Il problema centrale del pianeta negli anni 2020 non sono solo le emissioni di carbonio e il cambiamento climatico. A modo loro, sono entrambi sintomi di una crisi ancora più grande di consumo eccessivo di risorse, compresa l’energia. Considera un esempio minore: la quantità di cose che gli americani comprano a Natale e poi restituiscono senza usare ammonta a 300 miliardi di dollari all’anno. È più della produzione economica di Finlandia, Perù o Kenya.

Questo dà a “fare shopping fino a quando non scendi” un nuovo significato.

Piuttosto che costruire una scala diversa per salire sulla prosperità, i paesi del mondo in via di sviluppo potrebbero prendere la sfida senza precedenti del cambiamento climatico indotto dall’uomo come un’opportunità per riscrivere le regole dell’economia globale. Invece di sognare di consumare allo stesso ritmo del mondo ricco, inconcepibile data la ridotta base di risorse del pianeta, il mondo in via di sviluppo potrebbe usare la sua leva mineraria per ridurre efficacemente la disuguaglianza a livello planetario. In pratica, ciò significherebbe costringere la ricca classe media del mondo a ridurre il suo consumo riducendo la fornitura di energia a combustibili fossili alla regione.

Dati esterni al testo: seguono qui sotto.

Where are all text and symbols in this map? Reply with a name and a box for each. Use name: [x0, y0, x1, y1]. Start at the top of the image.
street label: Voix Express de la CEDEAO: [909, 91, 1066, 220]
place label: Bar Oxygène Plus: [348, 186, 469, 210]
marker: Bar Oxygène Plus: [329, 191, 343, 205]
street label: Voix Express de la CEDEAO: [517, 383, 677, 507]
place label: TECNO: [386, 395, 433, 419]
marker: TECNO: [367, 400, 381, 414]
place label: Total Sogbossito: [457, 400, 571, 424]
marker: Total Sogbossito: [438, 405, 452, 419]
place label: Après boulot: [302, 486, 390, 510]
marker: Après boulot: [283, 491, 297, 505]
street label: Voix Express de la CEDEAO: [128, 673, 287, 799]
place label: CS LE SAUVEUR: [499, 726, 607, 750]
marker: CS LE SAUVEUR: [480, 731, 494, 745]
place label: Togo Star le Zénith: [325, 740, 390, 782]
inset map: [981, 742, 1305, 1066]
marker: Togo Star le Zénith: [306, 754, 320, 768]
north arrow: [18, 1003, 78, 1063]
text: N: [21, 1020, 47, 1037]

In un referendum in Ecuador nel 2023, i suoi cittadini hanno votato per mantenere il petrolio nel Parco Nazionale di Yasuni sotto terra. Diversi paesi dell’Oceania – Figi, Isole Salomone e Tonga – hanno approvato allo stesso modo un “trattato di non proliferazione” per i combustibili fossili che eliminerebbe gradualmente la produzione di petrolio, gas e carbone. Il Regno Unito e l’UE hanno preso in considerazione piani di razionamento per i combustibili fossili. Tuttavia, a stare dal 2024, né la Gran Bretagna né l’UE si sono formalmente impegnate in alcun piano.

Né ai ricchi può essere permesso di sedersi sui loro miliardi mentre il pianeta brucia. Le tasse sulla ricchezza che alcuni paesi hanno implementato e altri, come gli Stati Uniti, hanno proposto attraverso la “tassa miliardaria” del presidente Biden farebbero molto per spostare i fondi dai super ricchi alle più grandi vittime del cambiamento climatico e della perdita di biodiversità. Considera questo slogan per la crisi climatica in rapida evoluzione: più farfalle, meno miliardari.

L’economia globale è su una spirale del debito discendente per i poveri e una spirale di consumo verso l’alto per i ricchi. In breve, è un gioco truccato. La soluzione non è quella di introdurre alcuni paesi fortunati in un eccesso insostenibile, che sarebbe una nuova versione del colonialismo verde.

Invece, è ora di capovolgere il gioco e porre fine a quel colonialismo molto verde, costringendo il mondo ricco a ridurre il suo consumo di energia e di altre risorse per eguagliare quello del mondo in via di sviluppo. La disuguaglianza dell’industrializzazione ci ha messo in questa crisi, e affrontare questa disuguaglianza è l’unica via d’uscita.

Di John Feffer

John Feffer è un autore e editorialista e direttore di Foreign Policy In Focus.